Do you want to be healed?

Homily 467 – 7th APE
Holy Transfiguration Orthodox Church, Ames, Iowa
August 8, 2021
Epistle: (116) Romans 15:1-7
Gospel: (33) Matthew 9:27-35

In the name of the Father and of the Son and of the Holy Spirit, One God.

Last week we spoke of the paralytic, and how healing was not the key element, but rather forgiveness.

Today, we see a second dimension – that of Faith.

Faith is more than mental assent to a set of facts. Faith is the knowledge of the unseen reality that is more real than our physical senses can determine.

We look around, touch, smell, taste, hear – and we thus say “it is real.” Faith, as St. Paul offers in his epistle to the Hebrews, is the substance of things hoped for, the evidence of things not seen.

So here we find Jesus questioning those who desire to be healed. The two blind men, and the mute demon-possessed man. Asking the former about their faith. Didn’t ask the second, who was not able to answer.

But Jesus asked the two blind men. We might ask why He asked? Isn’t it obvious? They were yelling after Him begging for His mercy.

There is one thing that God will never violate, and that is our free will. That is what He gave to humanity in the original creation.

It was free will that resulted in the fall – our misuse of that free will as humans to focus on self, rather than on God. To decide for ourselves, rather than follow God’s instructions for us.

But that free will gives us something not just important. It creates something critical to our originally intended unfallen nature.

It is necessary to have free will in order to love. Love by compulsion is not love at all.

The love that Christ manifested for us, by voluntarily going to the Cross, in spite of everything that humanity failed to do – that is perfect love. And it is rooted squarely in perfect will, free will.

That was the prayer Christ offered in the Garden – to subject His will, the will that asked the cup to pass from Him, to deny that will to follow the will of the Father.

His love for His Father drove the subjection of His desire. And God’s love for us accepted that offering.

The Cross of Christ is one of absolute perfect Love. In every respect.

And without the ability to offer one’s will, freely, without any compulsion, the love simply wouldn’t exist.

There is a book entitled “the Gurus, the young man, and Elder Paisios” by Dionysios Farasiotis. It is a true story of his search for truth, and in it, he describes the experiences he had exploring other faiths – Buddhist, Moslem, Hindu, and others.

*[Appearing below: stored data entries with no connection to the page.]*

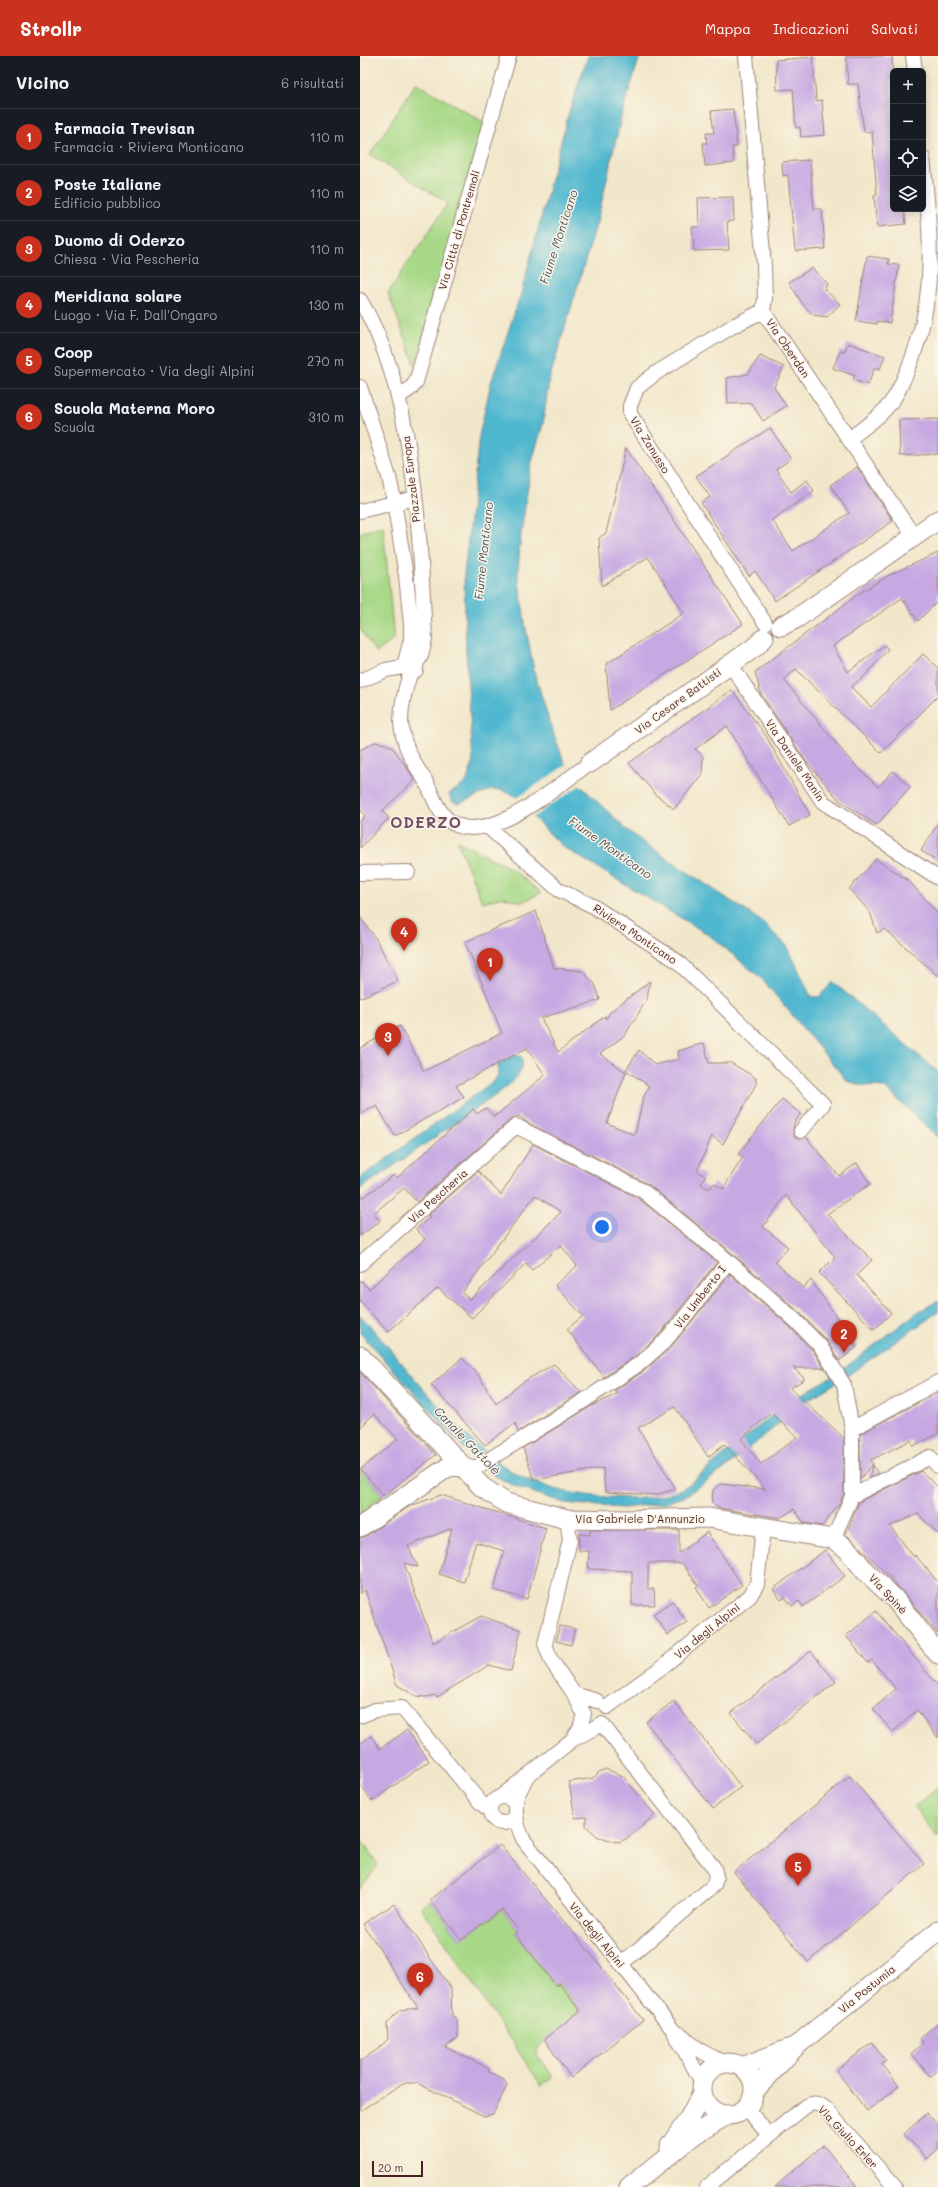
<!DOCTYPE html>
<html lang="it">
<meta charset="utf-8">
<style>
body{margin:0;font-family:Mali,sans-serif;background:#20242c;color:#f1f3f6}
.controls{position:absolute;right:12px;top:12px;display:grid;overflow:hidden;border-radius:6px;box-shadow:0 2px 10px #0003}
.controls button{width:36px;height:36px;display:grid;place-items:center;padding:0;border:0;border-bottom:1px solid #363941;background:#171b24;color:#f1f3f6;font:20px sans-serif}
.scale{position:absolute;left:12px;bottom:10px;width:51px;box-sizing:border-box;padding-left:4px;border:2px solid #4a1f2b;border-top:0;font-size:11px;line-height:14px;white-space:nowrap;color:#4a1f2b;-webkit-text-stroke:3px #fcf5e5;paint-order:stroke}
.you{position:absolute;left:242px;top:1171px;width:14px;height:14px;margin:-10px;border:3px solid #fff;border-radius:50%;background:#1a73e8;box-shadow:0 0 0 6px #1a73e833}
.badge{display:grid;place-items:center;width:26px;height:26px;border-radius:50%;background:#c8321e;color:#fff;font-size:13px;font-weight:700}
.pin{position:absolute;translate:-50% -33px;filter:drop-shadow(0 1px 2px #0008)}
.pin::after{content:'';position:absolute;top:21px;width:14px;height:12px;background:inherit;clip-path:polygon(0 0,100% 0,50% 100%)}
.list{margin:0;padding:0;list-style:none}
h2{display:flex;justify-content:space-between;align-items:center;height:52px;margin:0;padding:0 16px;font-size:17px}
h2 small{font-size:13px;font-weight:400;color:#9ea1a6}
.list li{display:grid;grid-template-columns:26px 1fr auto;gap:12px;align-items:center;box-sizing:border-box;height:56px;padding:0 16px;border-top:1px solid #363941}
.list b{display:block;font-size:15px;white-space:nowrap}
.list p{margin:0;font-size:13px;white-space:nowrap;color:#9ea1a6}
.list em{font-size:13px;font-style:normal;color:#9ea1a6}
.icon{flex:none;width:22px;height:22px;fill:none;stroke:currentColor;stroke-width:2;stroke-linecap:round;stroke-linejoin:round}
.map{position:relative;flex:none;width:578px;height:2131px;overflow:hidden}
header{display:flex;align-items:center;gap:24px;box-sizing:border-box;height:56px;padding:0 20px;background:#c8321e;color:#fff}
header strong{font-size:19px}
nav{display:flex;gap:22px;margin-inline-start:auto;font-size:14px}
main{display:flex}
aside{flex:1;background:#171b24}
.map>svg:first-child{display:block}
</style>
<header>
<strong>Strollr</strong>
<nav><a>Mappa</a><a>Indicazioni</a><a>Salvati</a></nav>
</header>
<main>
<aside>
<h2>Vicino<small>6 risultati</small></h2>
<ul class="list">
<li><span class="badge">1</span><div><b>Farmacia Trevisan</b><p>Farmacia · Riviera Monticano</p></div><em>110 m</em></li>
<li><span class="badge">2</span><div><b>Poste Italiane</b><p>Edificio pubblico</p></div><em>110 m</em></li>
<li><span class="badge">3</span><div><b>Duomo di Oderzo</b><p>Chiesa · Via Pescheria</p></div><em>110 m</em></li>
<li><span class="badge">4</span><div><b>Meridiana solare</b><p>Luogo · Via F. Dall'Ongaro</p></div><em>130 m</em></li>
<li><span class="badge">5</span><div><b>Coop</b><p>Supermercato · Via degli Alpini</p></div><em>270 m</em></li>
<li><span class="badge">6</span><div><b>Scuola Materna Moro</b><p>Scuola</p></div><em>310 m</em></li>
</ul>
</aside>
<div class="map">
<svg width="578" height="2131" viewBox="0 0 578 2131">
<rect width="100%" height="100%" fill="#fcf5e5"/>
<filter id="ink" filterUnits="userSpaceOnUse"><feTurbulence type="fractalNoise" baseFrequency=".025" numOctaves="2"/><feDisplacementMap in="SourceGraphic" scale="8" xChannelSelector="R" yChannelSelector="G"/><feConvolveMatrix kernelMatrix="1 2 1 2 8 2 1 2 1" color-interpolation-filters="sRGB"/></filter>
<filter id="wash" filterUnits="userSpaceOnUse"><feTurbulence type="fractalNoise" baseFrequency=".012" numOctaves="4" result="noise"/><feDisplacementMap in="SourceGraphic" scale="16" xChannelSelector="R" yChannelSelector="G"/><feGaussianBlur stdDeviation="0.9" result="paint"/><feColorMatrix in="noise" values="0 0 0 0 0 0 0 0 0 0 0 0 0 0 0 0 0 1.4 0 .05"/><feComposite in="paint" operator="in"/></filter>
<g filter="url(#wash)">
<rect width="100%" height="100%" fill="#f1e7ca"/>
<path fill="#a8d988" stroke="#797c5a" d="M56,27l73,42 -74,240 -27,-72 60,-90 -78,-48z
M23,469l11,114 -18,14 -16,-24v-96z
M97,785l55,28 29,24 -19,9 -19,-5 -21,5z
M0,1412l23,28 -23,18z
M578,1732v50l-24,-31z
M0,1782l18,27 -18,24z
M70,1844l31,40 41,-31 16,21 -3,3 41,53 3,-3 21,28 -42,36 -1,7 14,19 1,5 -11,7 -120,-178z"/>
<path fill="#50b7cf" stroke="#4d6b7d" d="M228,0h52l-18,57 -25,109 -48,158 -6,44 -12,41 -11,76 -2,33 7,49 9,48 16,53 15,40 16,22 45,43 24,18 111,74 27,26 23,50h8l14,-15 105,90v65l-54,-50 -24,-2 -13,-4 -85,-102 -53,-44 -146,-88 -29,-29 -16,-21 -17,-7h-10l-33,14 -6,-3 -3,-7 17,-11 7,-20 -7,-111 -2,-77 15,-139 12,-53 31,-93 46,-175z
M156,999l5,2c8,17 -18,32 -29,41l-132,91v-11l135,-98 3,-5v-11z
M578,1245v11l-97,68 -39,23 -5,-6 41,-24 81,-62z
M0,1259c46,49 102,131 162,162 26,13 56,18 85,20 22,1 51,3 71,-6 12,-6 24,-18 34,-26 24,-20 48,-40 73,-60l7,8 -68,56 -40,28 -21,6 -40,5 -59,-5 -50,-17 -22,-12 -26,-24 -106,-117z"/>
<path fill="#f1e7ca" d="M207,708l15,20 -50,34 -16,-19z"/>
<g id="blocks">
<path fill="#c6a9e3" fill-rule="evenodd" d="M486,0h46l1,25h-2l2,20v108h11l2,15 -29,3 -3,-31 3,-1 -5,-64 -8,1 -6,-48h-10z
M453,1l3,44 6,-1 3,35 -24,2 -1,-10 -4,1 -3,-39 -16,1 -1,-30z
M373,53l4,38h-5l2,16 -29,3 -2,-23h4l-1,-10h8l-3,-22z
M450,104l4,49h8l3,40 -30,2 -7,-76 -5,1 -1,-14z
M373,141l1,24 -7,1 2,28 -35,1 -2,-24h7l-1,-29z
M507,200l22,3 -1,5 11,1 -9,58 -13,-2v3l-21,-3z
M452,212l15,16 -3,5 16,15 -13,13 -14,-2 -11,-12 -13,-21z
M488,287l37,13 -5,13 -5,-2 -7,18 -15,-5 2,-4 -22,-8 7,-17 4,1z
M400,300l24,11 -10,20 12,19 -23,15 -12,-18 -23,1 -1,-26 21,-4z
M578,363v35l-38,2 -1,-36z
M410,372l21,31 -15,10 15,23 16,-12 7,11 -42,29 21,31 56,-38 -19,-28 27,-18 36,54 -118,80 -20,-30 -6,5 -48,-73 9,-6 -14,-21z
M266,392l117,176 -133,86 -4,-46 78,-51 -36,-56 -46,29 -3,-48 7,-5z
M578,497v48l-20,20 -16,-23 -69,48 15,26 36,-27 4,4 -22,26 -15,12 20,20 52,-53 15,14v28l-57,57 -85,-84 -12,11 66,80 28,27 15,-16 17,16 -33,38 -37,-24 -35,-41 -44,-66 -6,-22 105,-79 29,-18z
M372,634l34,46 44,79 -21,11 -62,-100 -32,23 8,7 -1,18 -28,35 -19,-15 -26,-31z
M15,686l11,2 7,4 22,32 -33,31 7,7 -29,30v-26l5,-6 -5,-7v-59z
M578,767v38l-17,-10z
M516,803l33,22 29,33v62l-53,-47 -8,4 -7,-21 -21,-23z
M176,855l18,57 28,3 13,13 5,16 -59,18 17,34 47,-36 1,3 4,-7 40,-31 -3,18 -22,36 -25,19 26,18 -19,51 28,12 8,-37 6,-12 -23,-16 13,-20 16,15 24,-6 -1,-8 26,-8 5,20h22l25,15v6l-33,60 -11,-8 -15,35 8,5 -4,8 8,5 5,-6 9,6 20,-32 -5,-3 44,-55 19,15 -7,9 -1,7 2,7 5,2 6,-2 33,39 18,-13 13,21 -43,30 45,46 -15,15 34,38 -17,17 -55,-57 16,-16 -49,-62 -23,32 25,20 -13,15 28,26 8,-8 46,67 -18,14 -12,-20 -27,-28 -74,-65 -78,-64 -120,-61 -9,-7 -9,4 -93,82 -13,-14 -30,25 6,8 -20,15v-40l2,2 32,-23 3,3 76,-69 4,5 9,-6 8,9 51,-42 -18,-27 -71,38 8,11 -69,39 -18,-30 -17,8v-66l40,-22 24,45 78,-38 -37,-91z
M0,861l16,22 22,42 -38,17z
M173,1088l105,54 79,64 -59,74 -24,21 -30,20 -37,-48 16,-13 -28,-31 22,-19 -16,-21 -29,25 -6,-7 -54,55 -34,-30 -50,44 -28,-31v-21l9,9 56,-50 -9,-10 14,-12 -2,-2 50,-44 23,24zM175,1139l26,17 -91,88 -8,-7z
M370,1218l58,51 26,27 10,16h-31l12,11 -15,9 54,50v56l-6,12 -16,20 -18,-3 -10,-14 -14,9 -62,-10 -6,-5 1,-13 7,-6 46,5 -42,-45 -16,13 -33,-50 -37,21 38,61 -21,6 -50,-3 -2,-24 -69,12 -11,-32 70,-43 24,-11 -3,-3 30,-20 26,-23zM411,1357l26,24 -36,27 -20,-25z
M102,1302l15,15 19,31 27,-22 31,-18 27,28 -63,40 -3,-9 -30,22 -54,-60z
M0,1316l76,83 -53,41 -22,-27 37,-30 -24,-25 -14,14z
M578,1336v42l-25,12 -2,-6 -40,20 2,4 -13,15v-45z
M513,1409l5,9 -10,5z
M561,1415l17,16v47l-20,-20 -28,12 24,31 1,-2 23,27v52l-48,-57 -44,-43 13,-32z
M81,1439l105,33 -19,71 -33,-9 10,-39 -28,-9 -12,40 -25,-8 13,-46 -44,18 10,21 -14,-4 29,80 48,-27 40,14 -10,41 -22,-6 -52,32 -2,-2 -9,2 -10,-1 -19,-11 -32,-95 -5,4v-56l6,-2 44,-30z
M230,1474h89v23l28,-21 35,53 -33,23 -13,-21 2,-2 -16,-22h-34v26h6l1,16h-23v-34l-44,-2 1,-18h-10v-17l11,1z
M465,1494l20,26 -42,31 -4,-6 -7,5 -7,-9 -4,3 -8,-11z
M312,1545l15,21 -19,13 -15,-21z
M516,1555l62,75v52l-21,-28 -24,22 -20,-23 23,-20 -24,-29 -4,3 -22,-27z
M200,1570l15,3 -4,16 -15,-4z
M451,1595l25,31 -80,62 -25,-31z
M314,1645l67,86 -28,22 -67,-87z
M47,1674l22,31 -57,40 -12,-16v-41l11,-8 9,13z
M246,1713l17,7 32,39 -29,24 -7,3 -13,-2 -9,-4 -11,-10v-9l-11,1 -6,-36 24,-4 6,-6z
M490,1720l74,88 -116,98 -74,-90z
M140,1789l92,110 51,65 -72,58 -27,-39 36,-28 -21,-28 -3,3 -41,-53 3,-3 -16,-21 -41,31 -31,-40z
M34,1848l57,85 1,27 5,3 1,19 -13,9 43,21 1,4 15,7 3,7 -14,28 -9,2 -67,-33h-14l-43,28v-50l18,-12 10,-10 -1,-15 12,-14 19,-2 -55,-84z
M578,1967v47l-7,7 -20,-23 12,-11 -3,-5z
M512,1987l14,18 -4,3 17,22 -32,25 -31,-41z
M567,2057l11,12v24l-11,10 -23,-25z
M463,2089l34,42h-82z"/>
</g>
</g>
<g filter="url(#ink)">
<use href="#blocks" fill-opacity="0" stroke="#9e837a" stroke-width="1"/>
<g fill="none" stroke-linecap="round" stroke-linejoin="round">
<g stroke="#9e837a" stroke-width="16">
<path id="street" d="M386,0l18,209 1,33 -2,13 152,227
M553,0l2,15
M0,244c55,90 60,236 65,339l-4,17 -5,8
M403,255l-30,15 -77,47 -19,15 -7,18v8l135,209
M0,331l29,90 5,24 12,75 5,48v15l-6,23
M38,341l12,-8 6,-7 93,-326
M489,383c16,-12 34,-24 45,-41 5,-7 8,-16 12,-24 32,-73 25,-138 17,-216
M0,455l55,-13
M370,608l93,138 115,76
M43,611l1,-3 4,-3 6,1 2,4v4l-6,4c-14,43 -13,65 13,103 9,13 11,30 24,42 37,33 111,-34 143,-56
M0,625l26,-11 17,-3
M128,771l71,63 34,16 84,55 146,143 -22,27
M0,817l48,-1
M0,1208l156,-138 127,65 77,63 74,65 27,28 23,38 8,44v67l-19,43
M492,1373l86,-47
M102,1410l13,2 104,-64 60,-40 25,-22 16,-19 48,-61
M492,1440l78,-39 8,9
M207,1463l3,21 -25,104 6,16 23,34
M237,1645l-23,-7 10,20 -4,14 -8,12 30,-16 112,144 2,9 -2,8 -93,79
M247,1651l55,-40 88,-71 7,-12 6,-56
M0,1660l15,-6 27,-2 78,94 10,9
M167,1720l45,-36
M130 1754a13 13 0 1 1 26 0a13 13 0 1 1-26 0Z
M139,1742l28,-22 -10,20 -2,13
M155,1755l3,15 5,13 150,191 29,52
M319,1978l22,17 23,12
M386,2052l23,27
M347,2131l95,-78c9,-7 14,-7 23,-1l70,79"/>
</g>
<g stroke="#9e837a" stroke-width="21">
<path id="secondary" d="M421,570l16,-8 141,-98
M230,707l165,-116 9,-9
M0,1300l122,131 24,16 61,16 58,1 84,-2 124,21 14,10 19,23 28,26 44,56
M0,1471l88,-60 14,-1
M342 2033a26 26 0 1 1 52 0a26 26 0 1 1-52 0Z
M382,2011l49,-19
M394,2035l42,-45 142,-115
M310,2090l18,-26 14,-26
M269,2131l66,-53 32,-19"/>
</g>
<use href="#street" stroke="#fff" stroke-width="14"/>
<use href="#secondary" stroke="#fff" stroke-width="19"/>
</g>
</g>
<g text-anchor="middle" stroke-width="3" stroke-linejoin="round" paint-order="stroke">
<g font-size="11" fill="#4a1f2b" stroke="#fcf5e5">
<text transform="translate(99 174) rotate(-74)" y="4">Via Città di Pontremoli</text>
<text transform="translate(428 292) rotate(56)" y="4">Via Oberdan</text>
<text transform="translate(290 389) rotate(58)" y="4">Via Zanusso</text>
<text transform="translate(51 423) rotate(-97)" y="4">Piazzale Europa</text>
<text transform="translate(318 645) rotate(-36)" y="4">Via Cesare Battisti</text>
<text transform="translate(435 704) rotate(56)" y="4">Via Daniele Manin</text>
<text transform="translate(275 878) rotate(34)" y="4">Riviera Monticano</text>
<text transform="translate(78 1140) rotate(-42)" y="4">Via Pescheria</text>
<text transform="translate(340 1241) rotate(-52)" y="4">Via Umberto I</text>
<text x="280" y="1467">Via Gabriele D'Annunzio</text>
<text transform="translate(528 1538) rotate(47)" y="4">Via Spinè</text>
<text transform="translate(347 1575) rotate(-39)" y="4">Via degli Alpini</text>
<text transform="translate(237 1879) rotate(51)" y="4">Via degli Alpini</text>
<text transform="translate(507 1933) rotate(-39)" y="4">Via Postumia</text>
<text transform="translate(488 2081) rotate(47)" y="4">Via Giulio Erler</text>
</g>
<g font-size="12" font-style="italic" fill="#4c5464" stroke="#fcf5e5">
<text transform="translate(199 181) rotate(-72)" y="4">Fiume Monticano</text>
<text transform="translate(124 495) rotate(-84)" y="4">Fiume Monticano</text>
<text transform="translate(250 792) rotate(35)" y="4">Fiume Monticano</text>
<text transform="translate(107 1385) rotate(46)" y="4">Canale Gattolè</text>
</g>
<g font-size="15" font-weight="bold" letter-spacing="1" fill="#754f6b" stroke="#fcf5e5">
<text x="66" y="772">ODERZO</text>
</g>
</g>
</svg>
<div class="controls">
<button>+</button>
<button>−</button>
<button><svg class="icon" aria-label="locate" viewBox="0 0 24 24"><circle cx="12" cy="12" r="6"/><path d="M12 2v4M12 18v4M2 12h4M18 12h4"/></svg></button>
<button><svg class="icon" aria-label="layers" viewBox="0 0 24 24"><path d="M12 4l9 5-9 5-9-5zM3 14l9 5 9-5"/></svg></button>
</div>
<div class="scale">20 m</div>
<div class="you"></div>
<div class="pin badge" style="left:130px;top:925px">1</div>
<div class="pin badge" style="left:484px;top:1297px">2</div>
<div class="pin badge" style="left:28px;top:1000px">3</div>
<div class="pin badge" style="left:44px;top:895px">4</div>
<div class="pin badge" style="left:438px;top:1830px">5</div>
<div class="pin badge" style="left:60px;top:1940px">6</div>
</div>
</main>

One of the things he realizes is that before doing anything – even praying for him – Elder Paisios on Mt. Athos asked the young man’s permission. No other of the faiths and gurus he followed did that.

Christ does the same thing. Before doing anything, He asks. Do you want this? Do you believe I am able to do this?

In other words, He asks “Am I the Messiah?”

That, beloved, is the question before all of us. Is Jesus Christ the Messiah. Before we say of course He is, what a silly question, pause. Think about the life you live. If people looked at our lives, would they know that Christ is the Messiah?

Would they be able to see Christ in us? If we proclaim Christ with our lips, would they be able to tell if we were mute?

Do our lives match the cry of our lips for mercy?

It is not enough to say it with our lips. It is not enough for us to proclaim our belief. Even the father, with a stricken child, said I believe – help my unbelief.

Help the reality in which I live to reflect the reality I believe to be true.

Now, if we are successful, what will everybody say about us? What will everybody think about us?

I would suggest the same thing they thought and said about Jesus.

He has a demon. He isn’t well. He is delusional.

Or, to put it more succinctly, He isn’t like us. The implication being, we are fine – He is not OK.

We have to be prepared for that, because when our lives reflect our Lord, we won’t be living by the standards of the world. At. All.

We will hear it, and forgive those who said it, and ask God to have mercy on them.

And we will continue to go about proclaiming the Good News of the Kingdom.

In the name of the Father and of the Son and of the Holy Spirit, One God.